**PROBLEM REQUIREMENTS**
Apart from the images, the entire listing below must be restated word for word.

**DATA SEGMENT**
────────────────

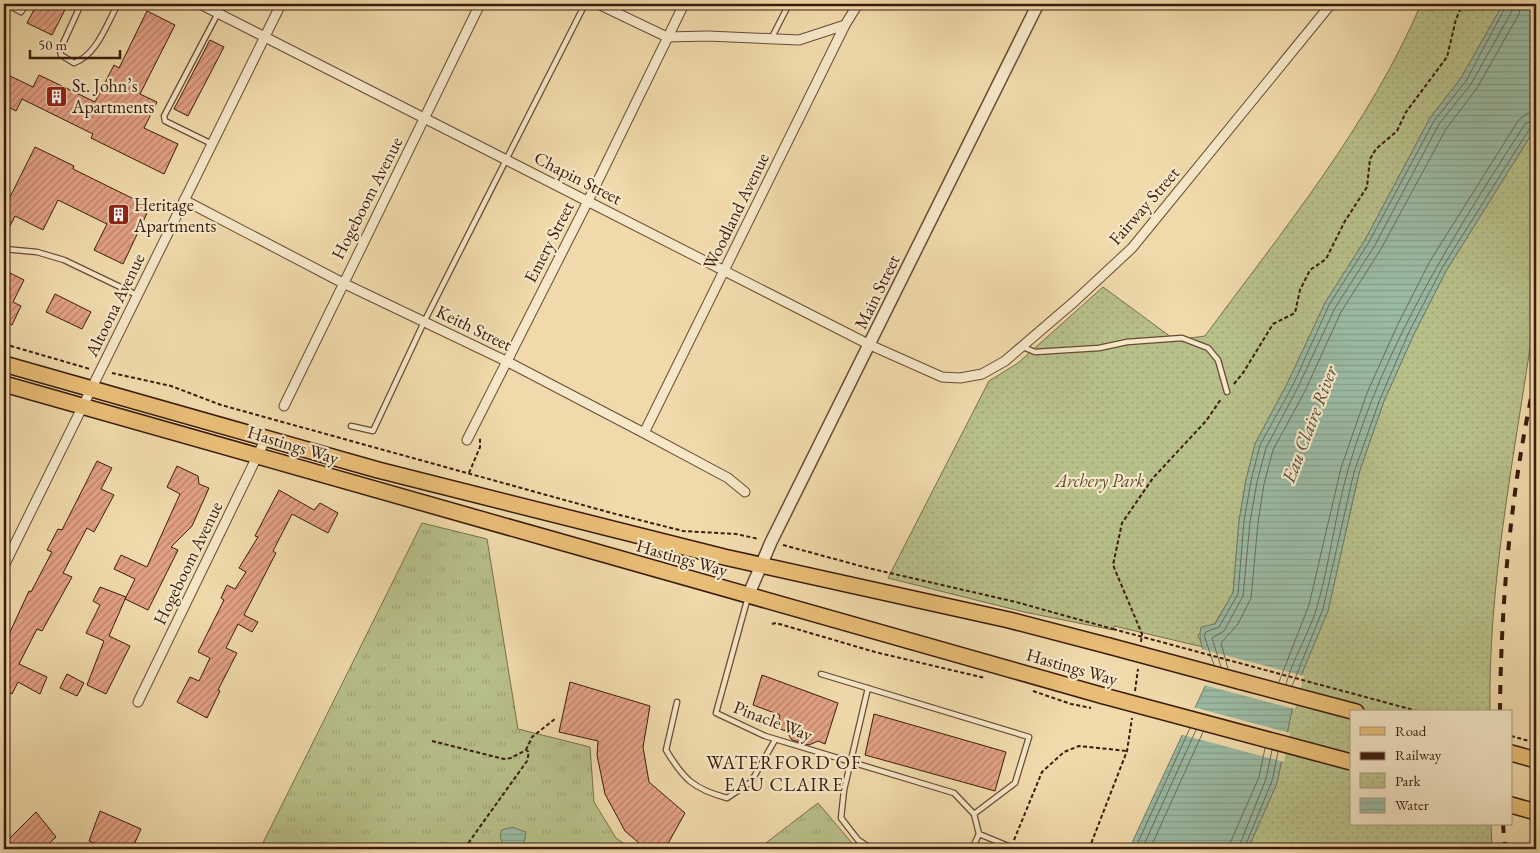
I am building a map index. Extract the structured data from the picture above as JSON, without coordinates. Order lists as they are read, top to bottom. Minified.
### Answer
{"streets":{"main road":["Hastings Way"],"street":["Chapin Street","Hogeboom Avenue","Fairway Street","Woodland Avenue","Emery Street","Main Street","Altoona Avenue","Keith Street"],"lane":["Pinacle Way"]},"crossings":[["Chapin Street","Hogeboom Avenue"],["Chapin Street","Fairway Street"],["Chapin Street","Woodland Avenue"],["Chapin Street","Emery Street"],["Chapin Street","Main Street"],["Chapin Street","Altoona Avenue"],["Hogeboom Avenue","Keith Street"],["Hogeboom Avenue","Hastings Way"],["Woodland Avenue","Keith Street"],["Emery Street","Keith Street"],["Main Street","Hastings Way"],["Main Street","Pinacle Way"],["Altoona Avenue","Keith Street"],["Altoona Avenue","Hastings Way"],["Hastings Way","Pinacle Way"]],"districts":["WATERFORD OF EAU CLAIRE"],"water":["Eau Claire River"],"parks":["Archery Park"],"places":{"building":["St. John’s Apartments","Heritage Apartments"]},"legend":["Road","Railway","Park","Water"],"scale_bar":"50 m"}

────────────────

**SOLUTION**
I am building a map index. Extract the structured data from the picture above as JSON, without coordinates. Order lists as they are read, top to bottom. Minified.
### Answer
{"streets":{"main road":["Hastings Way"],"street":["Chapin Street","Hogeboom Avenue","Fairway Street","Woodland Avenue","Emery Street","Main Street","Altoona Avenue","Keith Street"],"lane":["Pinacle Way"]},"crossings":[["Chapin Street","Hogeboom Avenue"],["Chapin Street","Fairway Street"],["Chapin Street","Woodland Avenue"],["Chapin Street","Emery Street"],["Chapin Street","Main Street"],["Chapin Street","Altoona Avenue"],["Hogeboom Avenue","Keith Street"],["Hogeboom Avenue","Hastings Way"],["Woodland Avenue","Keith Street"],["Emery Street","Keith Street"],["Main Street","Hastings Way"],["Main Street","Pinacle Way"],["Altoona Avenue","Keith Street"],["Altoona Avenue","Hastings Way"],["Hastings Way","Pinacle Way"]],"districts":["WATERFORD OF EAU CLAIRE"],"water":["Eau Claire River"],"parks":["Archery Park"],"places":{"building":["St. John’s Apartments","Heritage Apartments"]},"legend":["Road","Railway","Park","Water"],"scale_bar":"50 m"}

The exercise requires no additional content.